The silkies roam the garden around Blue Moon and the others are nearby in the old pen, having been moved down there last year because of the fox attacks. Since they have been down nearer to us, Fort Yudhisthira has been damaged in a storm but the large pen at the back of Fort Yudhisthira is still intact.

We have decided that we are going to get rid of all of the roosters except Manitou. The three silkies were the first to go last Friday. We roasted one for dinner and the other two are in the freezer.

We moved Xolotyl and the other five roosters up to the back pen at Fort Yudhisthira to await their fate on Thursday night. Now the distance between them and us means their crowing no longer disturbs us.
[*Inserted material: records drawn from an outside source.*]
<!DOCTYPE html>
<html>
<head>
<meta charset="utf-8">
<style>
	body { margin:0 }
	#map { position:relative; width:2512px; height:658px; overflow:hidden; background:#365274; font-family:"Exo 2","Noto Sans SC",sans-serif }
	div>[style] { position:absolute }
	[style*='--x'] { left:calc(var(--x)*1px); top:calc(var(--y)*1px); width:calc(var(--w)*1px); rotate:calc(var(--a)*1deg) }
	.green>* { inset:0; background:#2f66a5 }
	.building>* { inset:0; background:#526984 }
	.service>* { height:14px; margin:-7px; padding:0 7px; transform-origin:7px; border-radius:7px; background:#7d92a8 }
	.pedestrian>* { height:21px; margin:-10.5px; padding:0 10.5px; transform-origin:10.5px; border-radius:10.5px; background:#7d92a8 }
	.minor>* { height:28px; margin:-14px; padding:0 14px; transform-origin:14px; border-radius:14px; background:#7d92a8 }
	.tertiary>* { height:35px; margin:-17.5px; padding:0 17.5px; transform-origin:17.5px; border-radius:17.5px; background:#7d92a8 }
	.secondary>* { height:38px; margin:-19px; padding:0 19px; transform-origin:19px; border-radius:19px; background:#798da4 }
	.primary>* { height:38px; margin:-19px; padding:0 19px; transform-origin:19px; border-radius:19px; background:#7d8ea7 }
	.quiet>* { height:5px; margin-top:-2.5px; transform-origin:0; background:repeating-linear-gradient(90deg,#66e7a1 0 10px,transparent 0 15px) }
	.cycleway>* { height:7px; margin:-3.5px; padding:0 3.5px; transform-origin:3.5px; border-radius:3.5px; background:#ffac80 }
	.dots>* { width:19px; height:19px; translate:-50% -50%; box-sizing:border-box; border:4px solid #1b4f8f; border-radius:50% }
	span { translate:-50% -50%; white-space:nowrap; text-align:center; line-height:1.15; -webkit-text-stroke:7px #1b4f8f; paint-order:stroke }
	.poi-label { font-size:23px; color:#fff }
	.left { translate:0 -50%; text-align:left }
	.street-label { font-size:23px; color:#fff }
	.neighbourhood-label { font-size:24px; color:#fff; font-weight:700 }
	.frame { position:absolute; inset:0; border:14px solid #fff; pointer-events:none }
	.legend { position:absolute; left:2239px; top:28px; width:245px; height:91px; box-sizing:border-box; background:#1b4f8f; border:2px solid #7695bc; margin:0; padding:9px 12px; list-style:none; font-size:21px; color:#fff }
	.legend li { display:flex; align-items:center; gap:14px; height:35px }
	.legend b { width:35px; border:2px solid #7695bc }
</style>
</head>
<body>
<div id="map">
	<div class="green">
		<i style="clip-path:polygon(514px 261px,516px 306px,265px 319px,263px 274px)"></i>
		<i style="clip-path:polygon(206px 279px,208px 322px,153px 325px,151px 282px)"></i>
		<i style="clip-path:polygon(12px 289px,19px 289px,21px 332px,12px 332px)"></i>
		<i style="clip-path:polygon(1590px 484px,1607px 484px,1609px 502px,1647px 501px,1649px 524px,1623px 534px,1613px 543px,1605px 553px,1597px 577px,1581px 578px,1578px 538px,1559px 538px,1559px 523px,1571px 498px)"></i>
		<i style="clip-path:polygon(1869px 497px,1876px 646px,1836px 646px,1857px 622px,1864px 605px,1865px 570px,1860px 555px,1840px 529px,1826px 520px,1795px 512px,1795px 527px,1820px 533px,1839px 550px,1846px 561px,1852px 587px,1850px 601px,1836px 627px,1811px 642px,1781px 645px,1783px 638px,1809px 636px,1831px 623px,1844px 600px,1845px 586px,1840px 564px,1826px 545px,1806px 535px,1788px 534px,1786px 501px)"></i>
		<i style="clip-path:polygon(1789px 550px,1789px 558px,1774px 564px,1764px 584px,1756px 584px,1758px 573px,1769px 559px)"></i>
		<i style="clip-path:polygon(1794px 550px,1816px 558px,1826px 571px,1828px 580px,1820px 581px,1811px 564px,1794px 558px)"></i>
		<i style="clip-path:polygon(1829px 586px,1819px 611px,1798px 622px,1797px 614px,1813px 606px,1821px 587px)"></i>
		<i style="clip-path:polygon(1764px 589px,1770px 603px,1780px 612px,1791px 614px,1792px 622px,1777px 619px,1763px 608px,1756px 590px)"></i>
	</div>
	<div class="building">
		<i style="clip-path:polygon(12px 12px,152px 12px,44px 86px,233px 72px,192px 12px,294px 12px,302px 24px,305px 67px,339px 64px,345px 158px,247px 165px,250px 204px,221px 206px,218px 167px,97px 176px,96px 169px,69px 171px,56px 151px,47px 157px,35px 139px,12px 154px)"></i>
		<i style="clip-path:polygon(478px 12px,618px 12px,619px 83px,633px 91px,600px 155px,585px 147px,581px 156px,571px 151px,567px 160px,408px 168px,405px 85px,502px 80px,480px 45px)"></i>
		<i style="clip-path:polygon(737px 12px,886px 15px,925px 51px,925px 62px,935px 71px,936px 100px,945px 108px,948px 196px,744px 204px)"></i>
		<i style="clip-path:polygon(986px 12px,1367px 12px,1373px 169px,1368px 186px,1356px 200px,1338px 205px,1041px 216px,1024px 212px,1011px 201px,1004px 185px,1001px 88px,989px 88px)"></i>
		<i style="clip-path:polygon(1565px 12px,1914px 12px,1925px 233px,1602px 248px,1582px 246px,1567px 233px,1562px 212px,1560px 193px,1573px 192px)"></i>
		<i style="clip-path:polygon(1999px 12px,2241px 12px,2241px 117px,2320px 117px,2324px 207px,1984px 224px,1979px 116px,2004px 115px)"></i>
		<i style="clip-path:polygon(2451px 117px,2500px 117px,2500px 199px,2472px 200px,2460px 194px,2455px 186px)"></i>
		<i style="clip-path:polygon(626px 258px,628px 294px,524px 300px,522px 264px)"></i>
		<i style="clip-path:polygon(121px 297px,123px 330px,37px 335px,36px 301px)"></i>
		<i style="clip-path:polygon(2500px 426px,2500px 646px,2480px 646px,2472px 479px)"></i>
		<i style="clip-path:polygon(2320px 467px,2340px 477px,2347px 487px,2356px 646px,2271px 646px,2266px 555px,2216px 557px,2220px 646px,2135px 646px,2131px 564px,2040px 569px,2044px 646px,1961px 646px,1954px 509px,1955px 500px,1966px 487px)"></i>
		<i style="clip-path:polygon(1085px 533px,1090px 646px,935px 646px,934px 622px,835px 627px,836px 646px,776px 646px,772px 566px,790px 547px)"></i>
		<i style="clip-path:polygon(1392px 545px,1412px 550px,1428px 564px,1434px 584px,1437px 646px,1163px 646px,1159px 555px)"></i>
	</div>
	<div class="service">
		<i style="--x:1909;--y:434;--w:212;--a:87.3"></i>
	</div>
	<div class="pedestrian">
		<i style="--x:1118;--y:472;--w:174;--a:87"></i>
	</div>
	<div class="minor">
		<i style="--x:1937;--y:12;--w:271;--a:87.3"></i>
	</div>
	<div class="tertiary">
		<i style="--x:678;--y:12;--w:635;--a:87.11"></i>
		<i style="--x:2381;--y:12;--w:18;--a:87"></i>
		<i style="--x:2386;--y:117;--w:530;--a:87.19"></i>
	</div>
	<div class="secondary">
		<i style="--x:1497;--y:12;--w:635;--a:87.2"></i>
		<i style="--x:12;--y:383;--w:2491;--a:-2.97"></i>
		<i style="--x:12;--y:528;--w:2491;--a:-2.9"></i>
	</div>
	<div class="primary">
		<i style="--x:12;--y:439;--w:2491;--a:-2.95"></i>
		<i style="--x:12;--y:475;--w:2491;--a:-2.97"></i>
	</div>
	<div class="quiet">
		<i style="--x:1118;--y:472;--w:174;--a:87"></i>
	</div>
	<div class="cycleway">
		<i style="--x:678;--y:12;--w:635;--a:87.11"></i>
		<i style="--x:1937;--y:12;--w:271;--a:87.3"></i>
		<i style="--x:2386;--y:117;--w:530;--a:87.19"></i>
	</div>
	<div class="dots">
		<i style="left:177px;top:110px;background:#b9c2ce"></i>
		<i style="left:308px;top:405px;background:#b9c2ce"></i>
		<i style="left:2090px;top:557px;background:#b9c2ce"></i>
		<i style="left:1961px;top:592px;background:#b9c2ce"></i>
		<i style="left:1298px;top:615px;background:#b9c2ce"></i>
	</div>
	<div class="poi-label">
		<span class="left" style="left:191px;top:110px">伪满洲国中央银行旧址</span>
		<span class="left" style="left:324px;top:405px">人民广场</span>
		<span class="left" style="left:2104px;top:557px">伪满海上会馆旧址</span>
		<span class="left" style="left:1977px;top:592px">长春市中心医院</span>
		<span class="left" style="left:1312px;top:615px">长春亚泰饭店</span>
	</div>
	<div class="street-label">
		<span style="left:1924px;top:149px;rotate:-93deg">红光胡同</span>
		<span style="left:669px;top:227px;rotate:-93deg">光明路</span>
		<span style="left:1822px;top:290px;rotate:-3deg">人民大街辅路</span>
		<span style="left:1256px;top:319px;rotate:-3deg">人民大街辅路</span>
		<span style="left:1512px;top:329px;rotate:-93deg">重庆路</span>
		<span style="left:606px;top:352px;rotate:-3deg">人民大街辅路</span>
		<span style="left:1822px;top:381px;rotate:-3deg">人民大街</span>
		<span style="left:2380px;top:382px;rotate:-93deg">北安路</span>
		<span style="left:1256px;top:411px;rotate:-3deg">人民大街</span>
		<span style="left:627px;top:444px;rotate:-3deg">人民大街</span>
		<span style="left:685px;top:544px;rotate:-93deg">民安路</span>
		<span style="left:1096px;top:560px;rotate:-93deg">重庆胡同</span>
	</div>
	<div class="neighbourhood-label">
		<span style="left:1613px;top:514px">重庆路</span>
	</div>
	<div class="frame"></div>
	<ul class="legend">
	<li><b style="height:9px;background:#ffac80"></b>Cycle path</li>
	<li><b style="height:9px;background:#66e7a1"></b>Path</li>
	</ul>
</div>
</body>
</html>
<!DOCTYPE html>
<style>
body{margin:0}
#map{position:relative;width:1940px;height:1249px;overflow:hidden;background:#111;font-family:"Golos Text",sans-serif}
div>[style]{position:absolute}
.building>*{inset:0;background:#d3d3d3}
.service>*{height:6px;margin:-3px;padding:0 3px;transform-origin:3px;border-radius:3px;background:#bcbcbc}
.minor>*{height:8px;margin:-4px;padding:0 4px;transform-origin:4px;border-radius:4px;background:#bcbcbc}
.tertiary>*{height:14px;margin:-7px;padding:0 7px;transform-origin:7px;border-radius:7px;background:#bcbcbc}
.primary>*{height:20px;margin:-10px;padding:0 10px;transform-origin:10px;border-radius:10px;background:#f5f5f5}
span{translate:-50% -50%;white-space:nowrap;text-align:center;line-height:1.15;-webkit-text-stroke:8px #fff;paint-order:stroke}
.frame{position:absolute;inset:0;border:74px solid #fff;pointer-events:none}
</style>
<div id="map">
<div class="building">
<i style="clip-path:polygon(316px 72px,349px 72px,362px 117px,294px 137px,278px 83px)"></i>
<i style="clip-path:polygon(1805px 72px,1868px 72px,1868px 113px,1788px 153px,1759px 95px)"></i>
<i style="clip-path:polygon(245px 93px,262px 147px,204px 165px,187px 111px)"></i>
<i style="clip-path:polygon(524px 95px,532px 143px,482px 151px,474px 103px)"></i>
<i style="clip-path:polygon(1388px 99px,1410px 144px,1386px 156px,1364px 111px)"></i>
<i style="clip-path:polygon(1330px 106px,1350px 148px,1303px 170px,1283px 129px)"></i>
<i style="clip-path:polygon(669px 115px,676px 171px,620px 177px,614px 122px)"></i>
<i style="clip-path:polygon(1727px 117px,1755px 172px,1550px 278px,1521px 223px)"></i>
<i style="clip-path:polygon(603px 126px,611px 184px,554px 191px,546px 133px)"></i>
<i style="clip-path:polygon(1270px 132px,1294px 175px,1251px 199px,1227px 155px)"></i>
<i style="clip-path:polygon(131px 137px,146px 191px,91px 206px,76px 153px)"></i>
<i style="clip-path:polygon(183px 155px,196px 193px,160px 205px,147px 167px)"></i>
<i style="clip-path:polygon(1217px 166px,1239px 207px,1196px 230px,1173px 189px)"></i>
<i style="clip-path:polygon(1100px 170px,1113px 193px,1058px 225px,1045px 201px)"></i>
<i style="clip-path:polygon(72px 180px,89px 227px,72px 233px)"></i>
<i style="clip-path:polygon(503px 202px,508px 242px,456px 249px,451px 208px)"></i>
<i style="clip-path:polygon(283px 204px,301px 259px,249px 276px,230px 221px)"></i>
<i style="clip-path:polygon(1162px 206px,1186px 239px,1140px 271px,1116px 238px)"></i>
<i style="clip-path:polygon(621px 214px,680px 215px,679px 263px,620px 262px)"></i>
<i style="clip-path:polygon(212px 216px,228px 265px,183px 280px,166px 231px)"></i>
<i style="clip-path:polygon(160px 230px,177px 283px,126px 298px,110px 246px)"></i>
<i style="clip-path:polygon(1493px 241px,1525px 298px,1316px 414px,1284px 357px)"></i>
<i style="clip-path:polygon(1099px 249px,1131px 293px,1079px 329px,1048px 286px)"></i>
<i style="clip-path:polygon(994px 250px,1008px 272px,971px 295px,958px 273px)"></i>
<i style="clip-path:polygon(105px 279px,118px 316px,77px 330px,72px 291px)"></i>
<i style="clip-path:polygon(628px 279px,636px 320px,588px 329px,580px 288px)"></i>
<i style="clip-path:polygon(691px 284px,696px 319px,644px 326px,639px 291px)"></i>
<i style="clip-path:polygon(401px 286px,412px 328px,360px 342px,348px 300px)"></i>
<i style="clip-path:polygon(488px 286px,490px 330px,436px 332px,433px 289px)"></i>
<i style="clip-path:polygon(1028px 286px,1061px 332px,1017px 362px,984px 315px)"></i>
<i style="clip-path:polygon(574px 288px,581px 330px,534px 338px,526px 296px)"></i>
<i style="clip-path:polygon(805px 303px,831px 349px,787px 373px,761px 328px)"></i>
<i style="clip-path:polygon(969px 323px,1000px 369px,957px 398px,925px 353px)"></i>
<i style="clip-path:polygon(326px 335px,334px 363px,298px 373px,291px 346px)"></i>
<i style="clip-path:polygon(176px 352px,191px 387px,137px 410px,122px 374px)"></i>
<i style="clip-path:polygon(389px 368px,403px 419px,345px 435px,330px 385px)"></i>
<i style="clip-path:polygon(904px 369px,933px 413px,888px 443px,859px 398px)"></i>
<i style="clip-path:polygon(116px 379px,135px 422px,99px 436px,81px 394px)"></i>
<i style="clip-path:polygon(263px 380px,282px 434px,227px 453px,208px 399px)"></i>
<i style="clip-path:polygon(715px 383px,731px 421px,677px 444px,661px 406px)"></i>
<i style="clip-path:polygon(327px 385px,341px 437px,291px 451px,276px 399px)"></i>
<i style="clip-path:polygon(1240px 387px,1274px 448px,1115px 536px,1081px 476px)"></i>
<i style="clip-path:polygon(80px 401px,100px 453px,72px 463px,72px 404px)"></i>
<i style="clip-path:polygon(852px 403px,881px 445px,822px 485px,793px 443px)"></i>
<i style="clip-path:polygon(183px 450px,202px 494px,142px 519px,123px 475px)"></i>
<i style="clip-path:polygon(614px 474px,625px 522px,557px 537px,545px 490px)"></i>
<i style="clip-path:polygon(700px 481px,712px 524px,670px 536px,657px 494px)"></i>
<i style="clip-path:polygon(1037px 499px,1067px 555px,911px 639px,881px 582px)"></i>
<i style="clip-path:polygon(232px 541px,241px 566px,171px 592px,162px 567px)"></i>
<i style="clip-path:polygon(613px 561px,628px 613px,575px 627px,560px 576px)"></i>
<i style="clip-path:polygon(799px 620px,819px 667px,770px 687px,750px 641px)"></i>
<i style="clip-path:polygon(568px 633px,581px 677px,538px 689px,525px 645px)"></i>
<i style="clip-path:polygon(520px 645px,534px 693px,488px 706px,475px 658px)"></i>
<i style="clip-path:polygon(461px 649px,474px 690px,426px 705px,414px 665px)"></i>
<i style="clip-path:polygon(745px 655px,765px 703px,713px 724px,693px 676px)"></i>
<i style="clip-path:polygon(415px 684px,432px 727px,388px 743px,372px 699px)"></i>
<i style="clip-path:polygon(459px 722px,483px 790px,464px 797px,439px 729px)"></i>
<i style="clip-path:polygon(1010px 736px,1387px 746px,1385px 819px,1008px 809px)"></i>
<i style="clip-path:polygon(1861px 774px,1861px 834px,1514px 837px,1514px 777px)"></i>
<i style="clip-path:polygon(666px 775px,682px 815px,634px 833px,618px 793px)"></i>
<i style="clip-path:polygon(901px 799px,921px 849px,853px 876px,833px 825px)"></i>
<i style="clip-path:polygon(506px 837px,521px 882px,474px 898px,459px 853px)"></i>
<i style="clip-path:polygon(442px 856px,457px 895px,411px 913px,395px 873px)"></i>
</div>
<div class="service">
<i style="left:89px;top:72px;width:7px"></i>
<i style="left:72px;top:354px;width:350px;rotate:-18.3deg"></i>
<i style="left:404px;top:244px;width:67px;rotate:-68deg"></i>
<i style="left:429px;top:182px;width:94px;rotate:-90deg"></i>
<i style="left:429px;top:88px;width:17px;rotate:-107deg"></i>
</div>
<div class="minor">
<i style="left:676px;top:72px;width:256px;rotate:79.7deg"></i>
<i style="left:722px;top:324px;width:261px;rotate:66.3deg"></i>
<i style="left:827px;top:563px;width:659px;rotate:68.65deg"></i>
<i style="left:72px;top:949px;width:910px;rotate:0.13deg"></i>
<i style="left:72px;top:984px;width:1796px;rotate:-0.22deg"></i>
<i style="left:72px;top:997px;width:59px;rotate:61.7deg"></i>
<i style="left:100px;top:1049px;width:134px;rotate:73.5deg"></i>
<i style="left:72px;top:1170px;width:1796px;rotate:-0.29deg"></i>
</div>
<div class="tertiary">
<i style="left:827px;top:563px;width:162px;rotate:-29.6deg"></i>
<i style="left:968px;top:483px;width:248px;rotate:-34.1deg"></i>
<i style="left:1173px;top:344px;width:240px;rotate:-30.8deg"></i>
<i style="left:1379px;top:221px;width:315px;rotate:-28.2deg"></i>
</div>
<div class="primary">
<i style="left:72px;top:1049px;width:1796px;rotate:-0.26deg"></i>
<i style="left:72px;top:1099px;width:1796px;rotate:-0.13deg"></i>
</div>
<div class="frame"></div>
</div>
That was the plan, but Xolotyl is not following it. Friday morning he was back down in the old pen. He had escaped the pen at Fort Yudhisthira after some netting by one of the gates had fallen down and returned to his hens. He was unceremoniously banished once more back to Fort Yudhisthira and I fastened up the netting so that it was more secure. But later that afternoon he was back again. He had found another hole in the netting that I had missed and had flown up out of it. Once more I returned him back with the other roosters and stuffed the hole he had escaped through with more netting.

Saturday afternoon I was astonished to find him out again. He had somehow managed to dislodge the netting I had blocked the hole with and was on his way back to his hens. He is one determined rooster and not such a bird brain.

I chased him back to Fort Yudhisthira and I have made sure there is no way he can escape again...or can he?